(Records from a data source)
☆ ☆ ☆ ☆ ☆ ☆ ☆
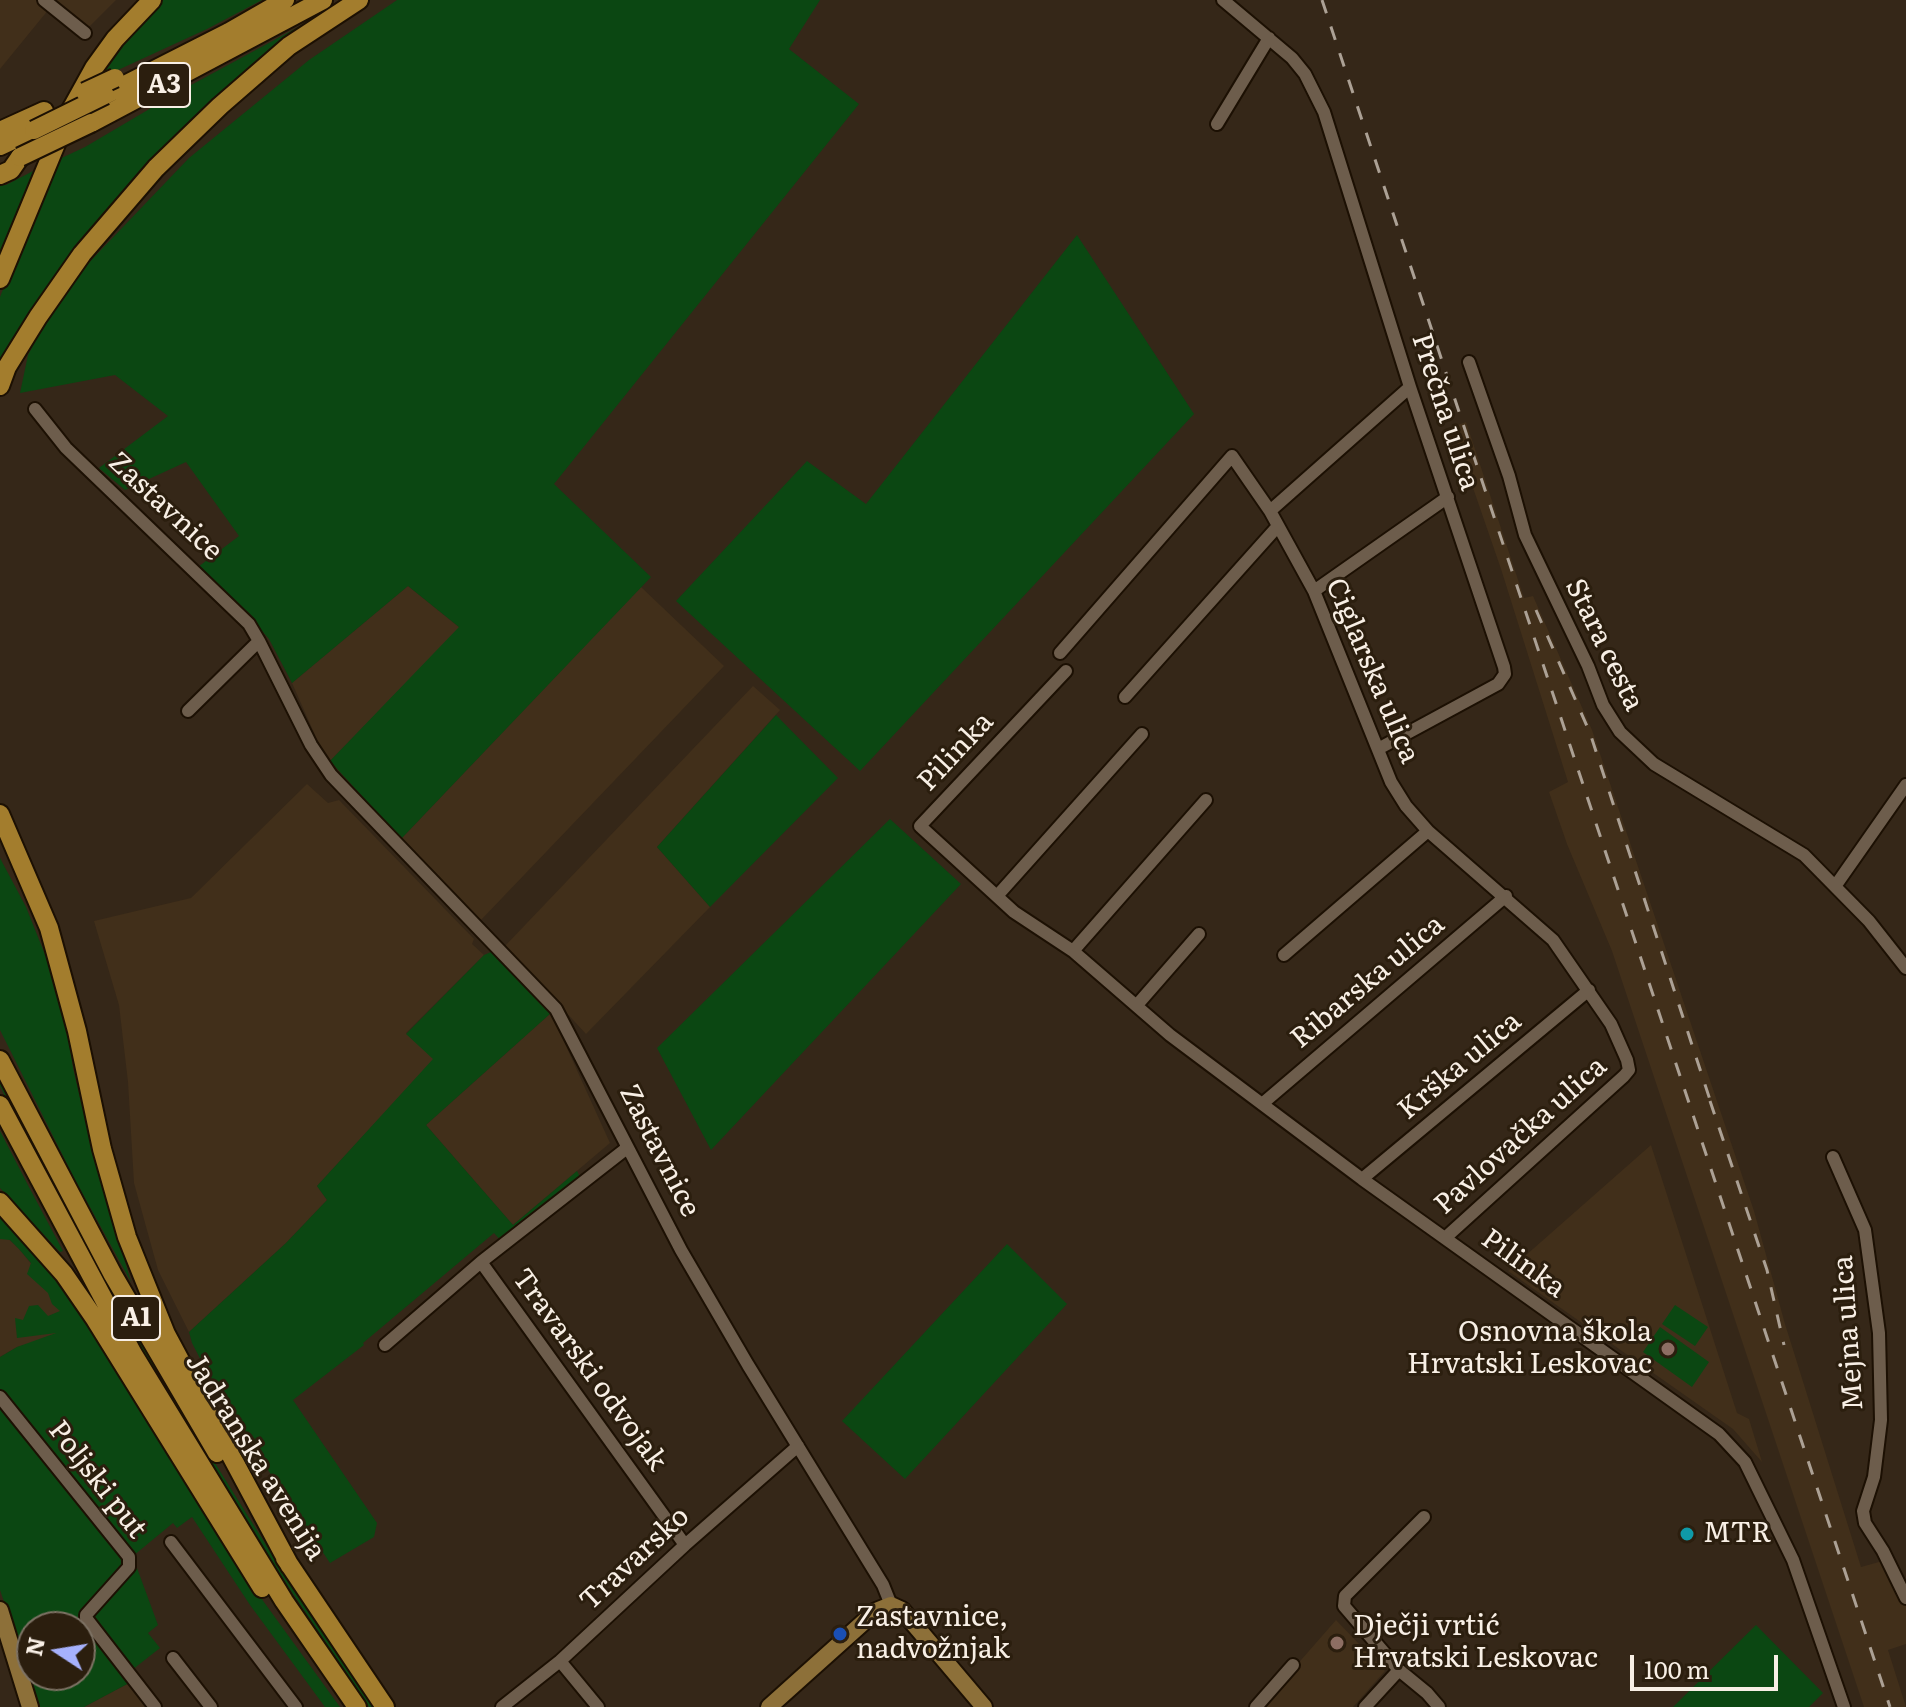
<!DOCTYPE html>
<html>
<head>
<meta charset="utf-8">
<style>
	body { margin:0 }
	#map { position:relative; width:1906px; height:1707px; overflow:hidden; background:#352718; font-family:Literata,serif }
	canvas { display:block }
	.north { position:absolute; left:16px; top:1611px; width:80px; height:80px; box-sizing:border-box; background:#2b1e0e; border:2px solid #7d7264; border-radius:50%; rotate:282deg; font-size:22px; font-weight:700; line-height:32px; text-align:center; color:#f8efe5 }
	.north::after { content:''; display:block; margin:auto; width:28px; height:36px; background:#a6b1fc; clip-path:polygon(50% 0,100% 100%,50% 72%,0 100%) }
	.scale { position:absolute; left:1630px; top:1655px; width:148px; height:36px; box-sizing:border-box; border:4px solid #f8efe5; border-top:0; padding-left:10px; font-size:24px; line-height:28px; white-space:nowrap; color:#f8efe5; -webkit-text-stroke:6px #2b1e0e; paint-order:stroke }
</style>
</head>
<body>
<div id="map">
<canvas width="1906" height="1707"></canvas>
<div class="north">N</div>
<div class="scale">100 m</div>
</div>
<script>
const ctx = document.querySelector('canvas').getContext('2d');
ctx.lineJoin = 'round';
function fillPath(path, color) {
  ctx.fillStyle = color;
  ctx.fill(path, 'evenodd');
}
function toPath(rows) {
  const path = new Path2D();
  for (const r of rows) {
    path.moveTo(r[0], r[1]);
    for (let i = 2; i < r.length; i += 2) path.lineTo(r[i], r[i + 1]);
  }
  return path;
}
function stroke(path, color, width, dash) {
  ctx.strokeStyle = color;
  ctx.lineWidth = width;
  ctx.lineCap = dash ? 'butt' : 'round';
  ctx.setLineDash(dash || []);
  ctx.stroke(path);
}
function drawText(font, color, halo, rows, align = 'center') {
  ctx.font = font + ' Literata,serif';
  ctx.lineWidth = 6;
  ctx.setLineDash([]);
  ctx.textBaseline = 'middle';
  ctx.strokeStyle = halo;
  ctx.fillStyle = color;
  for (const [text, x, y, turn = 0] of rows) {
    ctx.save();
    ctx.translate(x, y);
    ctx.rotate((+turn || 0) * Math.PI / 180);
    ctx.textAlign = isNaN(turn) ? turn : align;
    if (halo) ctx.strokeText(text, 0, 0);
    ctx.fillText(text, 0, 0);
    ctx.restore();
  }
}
fillPath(toPath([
	[0,0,37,0,49,9,0,69],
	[51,0,116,0,88,28],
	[1466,422,1524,598,1533,596,1592,730,1754,1211,1785,1324,1861,1567,1886,1560,1906,1604,1906,1644,1888,1650,1906,1707,1864,1707,1612,951,1567,844,1549,792,1568,782,1501,569,1452,427],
	[408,586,460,628,330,761,319,744,292,683],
	[641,587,724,666,481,920,401,839],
	[753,686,780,710,657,847,710,907,586,1034,505,946],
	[307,784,328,803,339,800,474,939,472,944,484,955,406,1033,434,1059,317,1186,327,1200,286,1243,189,1332,158,1270,134,1183,128,1082,119,1005,94,921,191,898],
	[551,1013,610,1143,513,1225,426,1125],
	[1651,1145,1737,1413,1749,1419,1762,1462,1733,1429,1508,1271],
	[0,1231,19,1249,42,1277,82,1332,17,1347,0,1357],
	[1336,1620,1385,1671,1353,1707,1260,1707],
	[131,1682,150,1707,84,1707]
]), '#412f1a');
fillPath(toPath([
	[161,0,262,0,207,29,94,81,136,27],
	[397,0,820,0,789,49,859,104,554,484,651,577,401,839,330,761,459,627,408,586,292,683,269,639,251,618,198,567,239,536,186,462,125,490,99,468,168,416,115,375,20,393,28,355,49,314,77,275,189,158,309,60],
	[328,11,183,133,0,372,0,297,53,162,85,147,180,91],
	[37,169,0,264,0,185,6,185],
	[1077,235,1194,414,860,771,676,601,807,461,866,504],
	[776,715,838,778,710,907,657,847],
	[890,819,961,884,711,1150,657,1048],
	[0,858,26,907,50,967,69,1040,73,1068,92,1148,131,1282,74,1178,0,1030],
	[491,952,551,1013,426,1125,513,1225,577,1171,581,1179,502,1242,494,1233,363,1343,364,1345,293,1400,377,1523,374,1537,330,1563,222,1401,192,1343,189,1332,286,1243,327,1200,317,1186,433,1059,406,1034,484,955],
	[0,1074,106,1281,178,1404,273,1556,376,1707,369,1707,283,1579,226,1492,141,1352,45,1176,0,1086],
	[0,1131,30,1189,63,1251,60,1252,0,1188],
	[0,1211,57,1274,248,1580,340,1707,325,1707,250,1605,192,1517,177,1528,173,1523,133,1556,119,1535,0,1389,0,1357,17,1347,56,1333,17,1338,15,1318,23,1320,29,1306,38,1305,48,1316,60,1311,52,1304,48,1293,27,1274,31,1263,19,1249,10,1240,0,1239],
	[1007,1244,1067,1304,905,1479,842,1421],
	[1675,1305,1708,1327,1695,1346,1662,1324],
	[1660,1327,1709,1362,1692,1387,1643,1352],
	[0,1406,126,1561,120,1572,83,1608,79,1617,131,1682,84,1707,40,1707,0,1590],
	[32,1627,80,1627,80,1675,32,1675],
	[137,1568,158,1625,148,1633,160,1648,132,1670,91,1618],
	[1756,1625,1823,1693,1809,1707,1673,1707]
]), '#0b4712');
const minor = toPath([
	[44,0,85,33],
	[1223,0,1292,58,1305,74,1324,112,1410,387,1504,667,1505,674,1498,684,1378,749],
	[1217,124,1269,38],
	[1469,362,1509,476,1525,535,1588,666,1603,705,1620,732,1654,764,1804,855,1869,921,1906,968],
	[35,409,66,448,249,624,259,641,188,711],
	[1270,511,1410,387],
	[1314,591,1448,497],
	[259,641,311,745,331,775,556,1009,681,1250,748,1365,883,1585,891,1605],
	[1060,653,1232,456,1270,511,1314,591,1391,782,1406,806,1428,831,1553,940,1611,1024,1627,1060,1629,1070,1624,1076,1445,1238],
	[1066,671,920,826,1014,912,1073,951,1170,1035,1362,1179,1719,1434,1745,1462,1793,1560,1844,1707],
	[1125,697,1278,526],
	[1836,885,1906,785],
	[997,896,1142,734],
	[1073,951,1206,800],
	[1284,955,1428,831],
	[1137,1005,1199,934],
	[1262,1104,1506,896],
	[1833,1157,1865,1230,1879,1333,1881,1420,1874,1477,1863,1511,1865,1523,1883,1551,1906,1598],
	[1362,1179,1589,990],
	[481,1262,685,1545],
	[385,1345,481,1262,627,1148],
	[0,1397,129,1557,129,1567,86,1615,86,1618,155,1707],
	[1424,1517,1345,1596,1344,1606,1399,1670,1427,1693,1439,1707],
	[171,1542,296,1707],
	[173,1658,211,1707],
	[560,1661,598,1707],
	[502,1707,560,1661,685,1545,798,1446],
	[1256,1707,1293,1665],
	[1365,1707,1399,1670]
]);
const major = toPath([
	[0,1610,30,1707],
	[769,1707,876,1611,891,1605,902,1610,984,1707]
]);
const highway = toPath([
	[105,95,229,32,285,0],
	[91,123,323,0],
	[0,131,44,111],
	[0,146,34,130],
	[0,175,11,170,20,157],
	[0,279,68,115,94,68,115,39,152,0],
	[0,386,7,367,38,317,82,254,156,168,220,106,289,46,359,0],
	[0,814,49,928,77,1031,102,1149,127,1237,166,1334,290,1566],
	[0,1060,113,1275,217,1453],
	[0,1105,133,1354,284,1601,357,1707],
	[0,1202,64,1274,95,1319,262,1588],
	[285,1558,385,1707]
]);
stroke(minor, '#1c1003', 16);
stroke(major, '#1c1003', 20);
stroke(highway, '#1c1003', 22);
stroke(minor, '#6d5d4c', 12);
stroke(major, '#8d7039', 16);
stroke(highway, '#a37d2d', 18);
stroke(toPath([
	[1322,0,1890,1707],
	[1536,610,1590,733,1713,1109],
	[1710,1101,1767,1270,1784,1345]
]), '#aca195', 3, [14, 14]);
const highwayBridge = toPath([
	[85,92,115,78],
	[34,130,105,95],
	[20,157,91,123]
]);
stroke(highwayBridge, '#1c1003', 22, []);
stroke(highwayBridge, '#a37d2d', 18);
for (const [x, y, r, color] of [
	[1668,1349,8,"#8d6e63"],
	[1687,1534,8,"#0f9aa8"],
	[840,1634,8,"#1a4fb4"],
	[1337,1643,8,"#8d6e63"]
]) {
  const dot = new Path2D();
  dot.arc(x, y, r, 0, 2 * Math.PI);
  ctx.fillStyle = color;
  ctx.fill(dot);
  stroke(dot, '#2b1e0e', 3);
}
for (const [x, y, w] of [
	[164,85,52],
	[136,1318,48]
]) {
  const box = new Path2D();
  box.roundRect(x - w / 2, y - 22, w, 44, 6);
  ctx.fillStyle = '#2b1e0e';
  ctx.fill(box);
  stroke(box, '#f8efe5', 2);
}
drawText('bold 26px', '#f8efe5', null, [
	["A3",164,85],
	["A1",136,1318]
]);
drawText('28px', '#f8efe5', '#2b1e0e', [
	["Prečna ulica",1445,412,72],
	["Zastavnice",165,507,43],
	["Stara cesta",1604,645,64],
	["Ciglarska ulica",1372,671,67],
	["Pilinka",956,752,-47],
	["Ribarska ulica",1368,982,-40],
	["Krška ulica",1460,1066,-40],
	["Pavlovačka ulica",1521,1136,-42],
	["Zastavnice",659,1151,63],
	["Pilinka",1523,1264,36],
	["Mejna ulica",1849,1333,-94],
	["Travarski odvojak",589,1370,54],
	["Jadranska avenija",255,1457,58],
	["Poljski put",97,1480,52],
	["Travarsko",635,1559,-43]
]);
drawText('28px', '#f8efe5', '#2b1e0e', [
	["Osnovna škola",1652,1333,"right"],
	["Hrvatski Leskovac",1652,1365,"right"],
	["MTR",1703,1534],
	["Zastavnice,",856,1618],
	["nadvožnjak",856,1650],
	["Dječji vrtić",1353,1627],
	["Hrvatski Leskovac",1353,1659]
], 'left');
</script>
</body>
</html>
☆ ☆ ☆ ☆ ☆ ☆ ☆
# Work required
Please go through each line of the data and count those that contain the string "align"; give that number alone.

# Expected answer
3